Abbiamo scoperto che le comunità dei volatili si sono spostate verso l’alto lungo i pendii alla ricerca di quelle condizioni climatiche cui originariamente si sono adattate” – dice Freeman, autore principale della recente pubblicazione, insieme al collega Micah Scholer, a Viviana Ruiz-Gutierrez del Cornell Lab of Ornithology e al maestro John Fitzpatrick.

Considerando che l’area si trovi all’interno di un Parco nazionale e dunque non sia stata soggetta a disturbi esterni in questi decenni, è probabile che la temperatura sia la causa principale del fenomeno.

Uccelli abituati a vivere in un range termico molto stretto in regioni prive di grandi variazioni stagionali come sono le zone tropicali risultano estremamente vulnerabili al cambiamento climatico” afferma Fitzpatrick.

Una situazione, quella osservata sul Cerro de Pantiacolla che, a detta degli autori, potrebbe replicarsi o essere già in atto lungo tutta la catena delle Ande e più in generale nelle aree tropicali montane.

Pare invece che le specie di uccelli che vivono nelle zone di pianura alla stessa latitudine stiano beneficiando dei cambiamenti climatici, espandendo i loro areali e spostando i loro confini superiori più in alto sulle montagne.

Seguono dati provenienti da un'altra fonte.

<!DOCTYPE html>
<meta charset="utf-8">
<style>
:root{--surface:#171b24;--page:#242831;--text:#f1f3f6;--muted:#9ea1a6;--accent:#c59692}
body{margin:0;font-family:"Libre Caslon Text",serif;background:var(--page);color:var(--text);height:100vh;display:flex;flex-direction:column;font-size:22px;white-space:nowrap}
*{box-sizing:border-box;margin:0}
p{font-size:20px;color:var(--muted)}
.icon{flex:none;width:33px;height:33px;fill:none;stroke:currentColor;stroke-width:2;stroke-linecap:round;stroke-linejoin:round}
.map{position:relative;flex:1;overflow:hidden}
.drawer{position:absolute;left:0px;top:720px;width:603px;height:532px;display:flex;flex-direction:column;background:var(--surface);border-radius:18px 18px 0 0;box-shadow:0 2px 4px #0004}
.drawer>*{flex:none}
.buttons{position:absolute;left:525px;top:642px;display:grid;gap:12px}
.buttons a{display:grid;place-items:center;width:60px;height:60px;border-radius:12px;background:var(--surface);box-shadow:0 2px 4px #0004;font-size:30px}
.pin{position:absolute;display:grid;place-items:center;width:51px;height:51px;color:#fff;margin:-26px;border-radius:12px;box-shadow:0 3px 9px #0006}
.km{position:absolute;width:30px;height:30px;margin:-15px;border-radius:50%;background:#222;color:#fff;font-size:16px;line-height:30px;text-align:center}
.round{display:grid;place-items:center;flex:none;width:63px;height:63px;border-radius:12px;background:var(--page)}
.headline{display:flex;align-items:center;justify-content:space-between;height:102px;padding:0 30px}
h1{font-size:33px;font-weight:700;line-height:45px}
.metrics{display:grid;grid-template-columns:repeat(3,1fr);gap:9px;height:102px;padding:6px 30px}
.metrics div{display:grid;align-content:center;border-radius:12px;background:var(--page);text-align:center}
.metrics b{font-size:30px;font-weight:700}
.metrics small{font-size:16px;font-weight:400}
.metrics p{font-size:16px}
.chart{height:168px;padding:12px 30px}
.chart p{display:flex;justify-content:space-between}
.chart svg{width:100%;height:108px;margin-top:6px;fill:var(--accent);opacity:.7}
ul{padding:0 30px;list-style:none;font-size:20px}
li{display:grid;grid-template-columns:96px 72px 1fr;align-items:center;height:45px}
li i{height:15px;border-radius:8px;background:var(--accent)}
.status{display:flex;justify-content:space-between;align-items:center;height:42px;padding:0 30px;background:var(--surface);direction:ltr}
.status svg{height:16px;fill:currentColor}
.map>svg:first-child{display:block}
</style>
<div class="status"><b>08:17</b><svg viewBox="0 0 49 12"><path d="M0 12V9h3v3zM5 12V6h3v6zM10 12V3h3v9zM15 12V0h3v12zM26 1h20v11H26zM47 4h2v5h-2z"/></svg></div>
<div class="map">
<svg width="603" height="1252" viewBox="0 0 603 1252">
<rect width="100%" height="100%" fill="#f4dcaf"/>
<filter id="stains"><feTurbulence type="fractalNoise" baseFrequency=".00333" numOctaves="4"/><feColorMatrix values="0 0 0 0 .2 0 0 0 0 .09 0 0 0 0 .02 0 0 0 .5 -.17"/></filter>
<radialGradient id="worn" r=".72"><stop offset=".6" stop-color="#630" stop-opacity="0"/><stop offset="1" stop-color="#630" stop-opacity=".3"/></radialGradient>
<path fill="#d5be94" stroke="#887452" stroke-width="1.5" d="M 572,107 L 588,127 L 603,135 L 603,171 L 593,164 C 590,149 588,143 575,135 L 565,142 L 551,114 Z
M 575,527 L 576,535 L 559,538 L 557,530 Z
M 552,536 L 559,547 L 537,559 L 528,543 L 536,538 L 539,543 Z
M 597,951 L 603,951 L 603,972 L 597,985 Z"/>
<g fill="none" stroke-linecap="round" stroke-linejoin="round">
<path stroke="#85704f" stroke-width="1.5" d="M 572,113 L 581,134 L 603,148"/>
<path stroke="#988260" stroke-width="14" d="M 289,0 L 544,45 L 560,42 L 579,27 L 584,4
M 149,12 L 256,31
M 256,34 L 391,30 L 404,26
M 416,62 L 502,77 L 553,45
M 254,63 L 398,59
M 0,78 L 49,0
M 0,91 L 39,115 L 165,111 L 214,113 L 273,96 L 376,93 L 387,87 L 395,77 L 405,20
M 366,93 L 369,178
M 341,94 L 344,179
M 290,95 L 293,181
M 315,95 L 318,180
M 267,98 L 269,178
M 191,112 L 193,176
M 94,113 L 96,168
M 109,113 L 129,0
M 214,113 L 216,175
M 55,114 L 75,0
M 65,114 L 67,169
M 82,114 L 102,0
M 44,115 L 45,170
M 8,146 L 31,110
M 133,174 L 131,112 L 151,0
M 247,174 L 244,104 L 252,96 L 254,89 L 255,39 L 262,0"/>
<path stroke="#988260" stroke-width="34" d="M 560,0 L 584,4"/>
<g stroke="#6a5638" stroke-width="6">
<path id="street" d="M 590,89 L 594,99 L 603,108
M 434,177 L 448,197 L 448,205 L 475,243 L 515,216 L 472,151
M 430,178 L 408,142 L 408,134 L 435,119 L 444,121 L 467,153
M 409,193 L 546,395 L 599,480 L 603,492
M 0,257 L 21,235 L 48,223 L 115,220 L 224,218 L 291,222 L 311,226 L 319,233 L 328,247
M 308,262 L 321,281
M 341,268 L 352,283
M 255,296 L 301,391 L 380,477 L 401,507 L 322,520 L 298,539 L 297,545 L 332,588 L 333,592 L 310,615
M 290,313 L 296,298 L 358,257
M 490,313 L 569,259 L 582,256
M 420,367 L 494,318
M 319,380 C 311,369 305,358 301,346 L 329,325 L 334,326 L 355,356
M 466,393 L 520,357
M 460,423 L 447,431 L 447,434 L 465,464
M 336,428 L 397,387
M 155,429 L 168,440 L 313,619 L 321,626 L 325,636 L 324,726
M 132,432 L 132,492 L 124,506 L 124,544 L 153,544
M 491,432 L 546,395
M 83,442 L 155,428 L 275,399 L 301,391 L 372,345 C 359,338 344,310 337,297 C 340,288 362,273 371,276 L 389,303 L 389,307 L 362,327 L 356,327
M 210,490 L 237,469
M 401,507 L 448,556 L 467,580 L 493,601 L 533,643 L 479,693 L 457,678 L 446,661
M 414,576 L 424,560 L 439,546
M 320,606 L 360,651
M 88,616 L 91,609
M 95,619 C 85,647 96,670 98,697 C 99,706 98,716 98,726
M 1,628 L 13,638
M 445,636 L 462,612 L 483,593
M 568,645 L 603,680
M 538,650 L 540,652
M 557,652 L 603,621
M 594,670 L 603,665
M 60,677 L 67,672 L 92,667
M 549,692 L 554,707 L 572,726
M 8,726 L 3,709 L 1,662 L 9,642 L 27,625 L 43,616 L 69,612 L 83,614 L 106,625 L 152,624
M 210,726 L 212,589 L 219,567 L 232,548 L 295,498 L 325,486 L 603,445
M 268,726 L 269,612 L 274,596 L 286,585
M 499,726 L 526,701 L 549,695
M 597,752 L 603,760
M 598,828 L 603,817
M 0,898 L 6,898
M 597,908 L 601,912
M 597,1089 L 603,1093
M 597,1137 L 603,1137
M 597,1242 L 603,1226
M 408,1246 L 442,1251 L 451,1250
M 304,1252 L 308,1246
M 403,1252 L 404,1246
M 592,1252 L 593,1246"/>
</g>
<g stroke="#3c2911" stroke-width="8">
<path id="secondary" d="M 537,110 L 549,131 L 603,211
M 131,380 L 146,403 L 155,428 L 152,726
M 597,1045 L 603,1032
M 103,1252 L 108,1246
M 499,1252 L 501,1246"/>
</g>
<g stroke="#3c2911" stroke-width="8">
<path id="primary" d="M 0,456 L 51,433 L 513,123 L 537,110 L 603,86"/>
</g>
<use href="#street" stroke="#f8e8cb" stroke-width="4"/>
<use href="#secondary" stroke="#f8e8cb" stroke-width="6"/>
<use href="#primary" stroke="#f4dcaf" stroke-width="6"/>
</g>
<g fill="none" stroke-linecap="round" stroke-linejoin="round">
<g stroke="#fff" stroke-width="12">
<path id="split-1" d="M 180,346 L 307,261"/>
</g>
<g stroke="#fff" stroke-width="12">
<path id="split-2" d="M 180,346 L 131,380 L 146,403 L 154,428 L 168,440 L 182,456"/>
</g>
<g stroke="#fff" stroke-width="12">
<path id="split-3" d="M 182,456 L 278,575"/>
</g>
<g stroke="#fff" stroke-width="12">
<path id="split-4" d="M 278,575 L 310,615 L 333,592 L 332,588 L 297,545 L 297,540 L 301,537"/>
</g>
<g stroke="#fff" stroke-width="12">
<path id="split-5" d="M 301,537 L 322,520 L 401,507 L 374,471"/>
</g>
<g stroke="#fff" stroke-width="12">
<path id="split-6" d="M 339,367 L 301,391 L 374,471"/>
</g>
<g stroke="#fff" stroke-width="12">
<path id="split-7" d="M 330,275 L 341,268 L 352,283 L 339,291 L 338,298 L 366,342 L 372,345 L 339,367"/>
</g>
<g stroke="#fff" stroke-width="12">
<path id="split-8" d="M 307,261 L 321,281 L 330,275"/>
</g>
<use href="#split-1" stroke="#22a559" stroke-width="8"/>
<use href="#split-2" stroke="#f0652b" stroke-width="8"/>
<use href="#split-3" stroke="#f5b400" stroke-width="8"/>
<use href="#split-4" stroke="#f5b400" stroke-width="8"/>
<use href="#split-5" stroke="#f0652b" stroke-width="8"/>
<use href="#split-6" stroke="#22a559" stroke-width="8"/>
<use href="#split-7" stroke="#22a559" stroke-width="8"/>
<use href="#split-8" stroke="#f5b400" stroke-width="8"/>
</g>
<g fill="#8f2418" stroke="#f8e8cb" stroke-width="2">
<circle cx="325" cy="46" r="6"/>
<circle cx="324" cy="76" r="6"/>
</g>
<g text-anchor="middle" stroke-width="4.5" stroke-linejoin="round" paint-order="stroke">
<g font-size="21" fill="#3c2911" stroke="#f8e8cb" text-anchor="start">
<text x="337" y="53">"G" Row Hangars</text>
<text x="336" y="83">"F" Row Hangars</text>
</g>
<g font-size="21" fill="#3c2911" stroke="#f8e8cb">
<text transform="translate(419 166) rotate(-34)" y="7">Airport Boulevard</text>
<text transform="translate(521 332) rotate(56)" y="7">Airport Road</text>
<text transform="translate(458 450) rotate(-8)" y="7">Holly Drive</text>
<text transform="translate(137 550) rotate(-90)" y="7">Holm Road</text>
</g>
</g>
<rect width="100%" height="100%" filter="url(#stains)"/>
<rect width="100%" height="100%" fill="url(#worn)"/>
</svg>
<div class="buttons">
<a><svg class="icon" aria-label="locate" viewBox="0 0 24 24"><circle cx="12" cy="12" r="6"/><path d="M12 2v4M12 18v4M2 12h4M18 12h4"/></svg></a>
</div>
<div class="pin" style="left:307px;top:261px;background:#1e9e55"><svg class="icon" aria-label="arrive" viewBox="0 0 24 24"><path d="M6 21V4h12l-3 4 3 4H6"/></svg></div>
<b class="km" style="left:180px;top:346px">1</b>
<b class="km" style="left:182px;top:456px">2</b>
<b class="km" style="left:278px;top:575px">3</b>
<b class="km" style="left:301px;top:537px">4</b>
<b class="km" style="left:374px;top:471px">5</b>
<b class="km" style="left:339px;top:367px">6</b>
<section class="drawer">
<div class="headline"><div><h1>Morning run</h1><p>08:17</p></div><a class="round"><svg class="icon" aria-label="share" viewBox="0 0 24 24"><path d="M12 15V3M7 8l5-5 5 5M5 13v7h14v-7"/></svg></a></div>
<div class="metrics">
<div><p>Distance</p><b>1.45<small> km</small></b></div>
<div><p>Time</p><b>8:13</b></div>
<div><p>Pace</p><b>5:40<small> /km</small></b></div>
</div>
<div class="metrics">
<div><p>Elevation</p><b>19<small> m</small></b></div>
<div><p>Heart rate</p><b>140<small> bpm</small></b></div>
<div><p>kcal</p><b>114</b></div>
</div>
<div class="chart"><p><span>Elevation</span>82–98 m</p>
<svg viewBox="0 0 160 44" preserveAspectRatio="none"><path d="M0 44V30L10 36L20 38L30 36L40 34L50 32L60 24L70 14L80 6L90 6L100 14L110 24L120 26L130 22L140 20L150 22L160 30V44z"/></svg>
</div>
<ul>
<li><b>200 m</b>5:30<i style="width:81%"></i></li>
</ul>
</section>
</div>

Una situazione destinata a capovolgersi con il passare del tempo, in quanto se in questo secolo le temperature globali dovessero salire tra  i 2,6° C e i 4,8° C, le specie tropicali verrebbero sospinte da 500 m  fino a 900 m più in alto sui versanti. Per alcune specie uno spostamento così elevato potrebbe rivelarsi catastrofico. Un altro problema è che molte montagne sono state oggetto di deforestazione dunque la mancanza di habitat in alta quota limiterebbe la capacità delle specie di spostarsi verso l’alto.

Se pensiamo alla biodiversità e alla sua conservazione a lungo termine in queste aree, non possiamo davvero ignorare questo processo” – ammonisce Freeman – “ Il modo per affrontare questo problema è preservare tratti di foresta che si elevano lungo i fianchi delle montagne, corridoi in cui le specie possono spostarsi mentre le temperature li spingono verso l’alto. Sulle principali montagne delle Ande, se proteggiamo una grande fascia di territorio, forniremo lo spazio in cui sopravvivere alle piante e agli animali mentre risalgono la montagna. Per quanto riguarda le montagne più piccole come il  Pantiacolla, purtroppo non sono abbastanza alte per gestire così tanti spostamenti verso l’alto. Questi posti sono fondamentalmente sfortunati”.